The continued fall in the dollar and support for the yen early on Monday extended USD/JPY’s sharp breakdown within the past two weeks. Last week, the currency pair made a major breakdown below 111.50-area support, hitting new year-to-date lows in the process.
While the dollar’s sharp fall this month may well have been overdone, the sharp downward trajectory for USD/JPY has shown clear bearish momentum that could extend, given the potential market risks on the near horizon.
Chief among these risks is how the Trump Administration carries forward after failing to fulfill one of Trump’s key promises in the repeal and replacement of Obamacare. If Trump quickly moves on to begin tackling pro-growth policies like tax reform and infrastructure spending, the dollar could see a near-term rebound. If, however, this is just the beginning of a series of obstacles in enacting promised policies, the dollar could have significantly further to fall.
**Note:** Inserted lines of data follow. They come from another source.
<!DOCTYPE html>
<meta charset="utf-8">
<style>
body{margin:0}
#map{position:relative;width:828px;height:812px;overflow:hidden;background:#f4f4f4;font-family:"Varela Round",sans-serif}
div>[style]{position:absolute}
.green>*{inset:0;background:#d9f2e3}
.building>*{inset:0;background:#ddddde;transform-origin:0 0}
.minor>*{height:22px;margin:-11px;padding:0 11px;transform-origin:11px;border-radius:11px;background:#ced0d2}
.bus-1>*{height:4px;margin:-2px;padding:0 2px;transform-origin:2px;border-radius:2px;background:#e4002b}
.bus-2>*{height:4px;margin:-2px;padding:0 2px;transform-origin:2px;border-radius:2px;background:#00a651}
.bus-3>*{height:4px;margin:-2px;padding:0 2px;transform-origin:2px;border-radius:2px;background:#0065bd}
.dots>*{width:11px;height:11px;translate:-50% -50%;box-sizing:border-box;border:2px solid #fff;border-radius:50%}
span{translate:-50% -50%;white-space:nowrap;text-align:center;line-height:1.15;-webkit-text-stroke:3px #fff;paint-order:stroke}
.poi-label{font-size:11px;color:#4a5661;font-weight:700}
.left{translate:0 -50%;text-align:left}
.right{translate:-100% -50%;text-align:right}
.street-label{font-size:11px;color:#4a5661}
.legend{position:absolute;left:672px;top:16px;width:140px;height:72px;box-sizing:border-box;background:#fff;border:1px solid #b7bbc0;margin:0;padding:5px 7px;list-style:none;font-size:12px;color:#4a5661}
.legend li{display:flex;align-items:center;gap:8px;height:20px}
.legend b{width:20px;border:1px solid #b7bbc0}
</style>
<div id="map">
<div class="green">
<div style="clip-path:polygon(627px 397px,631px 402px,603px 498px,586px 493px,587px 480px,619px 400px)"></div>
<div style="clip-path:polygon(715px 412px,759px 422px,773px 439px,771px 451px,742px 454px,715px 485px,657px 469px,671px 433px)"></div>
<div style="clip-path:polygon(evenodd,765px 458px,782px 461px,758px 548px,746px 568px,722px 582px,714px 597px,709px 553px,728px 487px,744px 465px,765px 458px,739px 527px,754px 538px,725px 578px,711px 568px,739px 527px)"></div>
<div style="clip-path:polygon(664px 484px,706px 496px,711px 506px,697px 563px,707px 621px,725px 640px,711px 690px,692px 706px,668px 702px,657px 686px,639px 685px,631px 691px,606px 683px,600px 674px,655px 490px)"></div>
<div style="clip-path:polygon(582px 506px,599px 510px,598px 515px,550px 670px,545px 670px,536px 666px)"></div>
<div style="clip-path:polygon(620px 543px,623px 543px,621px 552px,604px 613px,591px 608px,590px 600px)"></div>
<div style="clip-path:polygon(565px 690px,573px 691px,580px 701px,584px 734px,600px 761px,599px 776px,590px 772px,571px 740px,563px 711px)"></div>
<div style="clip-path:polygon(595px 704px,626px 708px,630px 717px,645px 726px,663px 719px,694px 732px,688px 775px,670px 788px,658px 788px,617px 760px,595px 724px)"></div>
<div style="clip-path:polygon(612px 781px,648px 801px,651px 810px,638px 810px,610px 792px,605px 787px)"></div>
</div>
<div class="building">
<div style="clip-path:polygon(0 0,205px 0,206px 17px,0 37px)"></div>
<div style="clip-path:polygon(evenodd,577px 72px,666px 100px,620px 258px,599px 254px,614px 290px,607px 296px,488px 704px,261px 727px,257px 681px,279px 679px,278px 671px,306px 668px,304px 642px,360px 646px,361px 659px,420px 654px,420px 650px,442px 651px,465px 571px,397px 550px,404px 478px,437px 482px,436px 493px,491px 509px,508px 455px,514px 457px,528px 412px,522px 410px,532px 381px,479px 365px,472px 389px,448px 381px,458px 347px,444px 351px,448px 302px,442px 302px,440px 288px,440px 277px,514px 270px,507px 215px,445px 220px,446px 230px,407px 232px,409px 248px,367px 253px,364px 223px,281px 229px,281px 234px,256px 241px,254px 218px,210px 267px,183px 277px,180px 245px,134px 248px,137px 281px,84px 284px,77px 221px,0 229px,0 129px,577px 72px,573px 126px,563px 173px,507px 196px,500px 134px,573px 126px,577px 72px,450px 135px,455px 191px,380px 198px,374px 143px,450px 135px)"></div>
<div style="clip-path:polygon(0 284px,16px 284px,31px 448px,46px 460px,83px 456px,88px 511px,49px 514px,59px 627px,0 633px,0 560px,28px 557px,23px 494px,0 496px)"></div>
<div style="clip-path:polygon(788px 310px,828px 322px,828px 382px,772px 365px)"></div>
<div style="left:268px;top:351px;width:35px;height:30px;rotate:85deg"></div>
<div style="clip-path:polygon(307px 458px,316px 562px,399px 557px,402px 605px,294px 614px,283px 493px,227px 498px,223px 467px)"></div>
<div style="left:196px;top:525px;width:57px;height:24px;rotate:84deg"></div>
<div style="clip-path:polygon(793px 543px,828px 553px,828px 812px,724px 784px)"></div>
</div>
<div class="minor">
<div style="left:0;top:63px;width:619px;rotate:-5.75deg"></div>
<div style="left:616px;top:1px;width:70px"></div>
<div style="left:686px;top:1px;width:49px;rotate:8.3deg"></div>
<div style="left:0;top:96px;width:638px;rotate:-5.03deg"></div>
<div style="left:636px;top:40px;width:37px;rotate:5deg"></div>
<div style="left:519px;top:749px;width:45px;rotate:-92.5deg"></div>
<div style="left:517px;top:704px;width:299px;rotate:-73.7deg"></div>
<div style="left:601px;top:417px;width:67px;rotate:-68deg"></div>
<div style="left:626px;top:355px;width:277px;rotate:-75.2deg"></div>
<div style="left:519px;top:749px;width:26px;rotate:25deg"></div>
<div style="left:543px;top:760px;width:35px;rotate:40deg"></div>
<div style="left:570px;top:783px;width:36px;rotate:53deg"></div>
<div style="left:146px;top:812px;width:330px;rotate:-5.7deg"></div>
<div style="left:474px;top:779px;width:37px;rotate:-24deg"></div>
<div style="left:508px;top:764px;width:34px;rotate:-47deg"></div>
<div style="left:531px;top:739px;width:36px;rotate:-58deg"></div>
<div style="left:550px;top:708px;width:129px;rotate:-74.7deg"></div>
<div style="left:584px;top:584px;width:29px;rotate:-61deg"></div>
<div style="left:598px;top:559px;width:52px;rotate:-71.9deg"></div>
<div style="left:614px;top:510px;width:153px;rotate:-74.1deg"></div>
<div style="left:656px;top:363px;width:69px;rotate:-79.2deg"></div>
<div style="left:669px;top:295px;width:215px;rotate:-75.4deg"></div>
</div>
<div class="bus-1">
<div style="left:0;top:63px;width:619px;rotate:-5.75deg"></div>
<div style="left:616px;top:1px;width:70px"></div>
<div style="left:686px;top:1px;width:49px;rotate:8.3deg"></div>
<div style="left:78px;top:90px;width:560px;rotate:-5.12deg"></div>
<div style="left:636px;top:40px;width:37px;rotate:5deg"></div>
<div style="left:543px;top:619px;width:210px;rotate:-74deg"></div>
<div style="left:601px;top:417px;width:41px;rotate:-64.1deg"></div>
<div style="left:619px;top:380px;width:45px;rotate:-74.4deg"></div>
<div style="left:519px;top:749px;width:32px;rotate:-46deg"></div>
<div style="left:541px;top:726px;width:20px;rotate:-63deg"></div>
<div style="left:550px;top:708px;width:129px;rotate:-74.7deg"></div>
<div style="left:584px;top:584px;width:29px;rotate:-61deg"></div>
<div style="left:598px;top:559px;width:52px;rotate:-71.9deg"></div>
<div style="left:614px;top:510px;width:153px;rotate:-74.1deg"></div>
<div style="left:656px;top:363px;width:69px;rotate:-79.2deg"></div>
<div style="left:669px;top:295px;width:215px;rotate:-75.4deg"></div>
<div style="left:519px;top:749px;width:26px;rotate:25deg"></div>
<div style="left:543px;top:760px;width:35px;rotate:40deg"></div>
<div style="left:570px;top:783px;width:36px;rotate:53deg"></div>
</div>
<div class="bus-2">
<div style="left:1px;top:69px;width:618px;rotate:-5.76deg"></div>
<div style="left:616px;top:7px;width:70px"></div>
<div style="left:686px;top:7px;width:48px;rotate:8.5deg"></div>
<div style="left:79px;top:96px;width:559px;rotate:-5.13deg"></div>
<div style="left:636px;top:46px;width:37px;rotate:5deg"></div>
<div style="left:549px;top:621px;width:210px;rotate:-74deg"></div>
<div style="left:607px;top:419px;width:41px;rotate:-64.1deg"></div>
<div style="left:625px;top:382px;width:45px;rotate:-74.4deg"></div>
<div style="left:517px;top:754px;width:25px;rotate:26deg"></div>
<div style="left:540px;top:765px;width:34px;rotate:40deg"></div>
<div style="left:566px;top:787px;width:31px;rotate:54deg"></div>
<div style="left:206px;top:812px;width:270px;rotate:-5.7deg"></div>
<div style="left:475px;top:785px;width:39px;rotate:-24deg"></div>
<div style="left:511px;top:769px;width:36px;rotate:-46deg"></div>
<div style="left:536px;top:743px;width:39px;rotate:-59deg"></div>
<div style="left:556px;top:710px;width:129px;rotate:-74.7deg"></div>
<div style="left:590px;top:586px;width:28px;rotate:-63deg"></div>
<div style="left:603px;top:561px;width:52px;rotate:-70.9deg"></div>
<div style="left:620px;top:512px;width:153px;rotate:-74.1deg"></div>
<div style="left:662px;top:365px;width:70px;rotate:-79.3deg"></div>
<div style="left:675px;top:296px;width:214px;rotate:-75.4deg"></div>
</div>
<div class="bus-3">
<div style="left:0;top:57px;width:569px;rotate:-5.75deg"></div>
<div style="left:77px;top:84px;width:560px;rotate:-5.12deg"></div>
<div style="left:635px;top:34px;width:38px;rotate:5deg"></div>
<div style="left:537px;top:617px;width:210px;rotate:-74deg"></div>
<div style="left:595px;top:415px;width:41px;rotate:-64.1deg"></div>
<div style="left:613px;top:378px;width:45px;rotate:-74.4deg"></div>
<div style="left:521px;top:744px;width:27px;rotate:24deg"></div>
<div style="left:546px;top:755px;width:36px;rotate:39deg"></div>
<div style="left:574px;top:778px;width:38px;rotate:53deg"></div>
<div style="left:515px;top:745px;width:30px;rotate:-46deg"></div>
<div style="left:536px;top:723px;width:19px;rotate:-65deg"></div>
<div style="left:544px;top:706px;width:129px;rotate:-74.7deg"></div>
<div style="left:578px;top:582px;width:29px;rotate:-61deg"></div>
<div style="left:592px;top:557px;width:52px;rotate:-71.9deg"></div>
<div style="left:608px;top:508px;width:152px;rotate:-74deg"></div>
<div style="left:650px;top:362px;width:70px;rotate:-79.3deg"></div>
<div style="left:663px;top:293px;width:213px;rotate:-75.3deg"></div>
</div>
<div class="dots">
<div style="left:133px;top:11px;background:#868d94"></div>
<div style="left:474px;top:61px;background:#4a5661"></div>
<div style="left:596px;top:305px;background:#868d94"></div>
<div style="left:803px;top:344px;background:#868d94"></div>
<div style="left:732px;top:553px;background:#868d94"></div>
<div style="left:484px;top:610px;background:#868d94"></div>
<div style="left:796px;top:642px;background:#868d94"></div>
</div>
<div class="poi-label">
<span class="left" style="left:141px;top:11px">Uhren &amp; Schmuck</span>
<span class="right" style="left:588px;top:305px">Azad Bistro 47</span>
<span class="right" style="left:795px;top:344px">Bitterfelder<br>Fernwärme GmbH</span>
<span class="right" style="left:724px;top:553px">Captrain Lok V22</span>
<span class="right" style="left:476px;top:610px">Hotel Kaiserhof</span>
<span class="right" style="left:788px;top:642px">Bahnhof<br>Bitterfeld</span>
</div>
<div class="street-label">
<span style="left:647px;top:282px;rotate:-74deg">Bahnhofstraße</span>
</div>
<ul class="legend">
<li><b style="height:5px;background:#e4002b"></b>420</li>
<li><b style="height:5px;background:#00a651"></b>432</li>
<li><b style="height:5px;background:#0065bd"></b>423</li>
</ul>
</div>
Other market risks of note include this week’s triggering of Article 50 that formally starts the process of UK/EU separation, otherwise known as Brexit. Also, the French elections that begin in April could pose additional risk for global markets. If these or other such risks lead to more market uncertainty, the Japanese yen (along with gold) could be poised to benefit further.
As noted, last week’s pivotal support breakdown extended the strong bearish momentum for USD/JPY. With any further extension of this momentum given the current fundamental circumstances, the next major downside target is at the key 108.00 support level.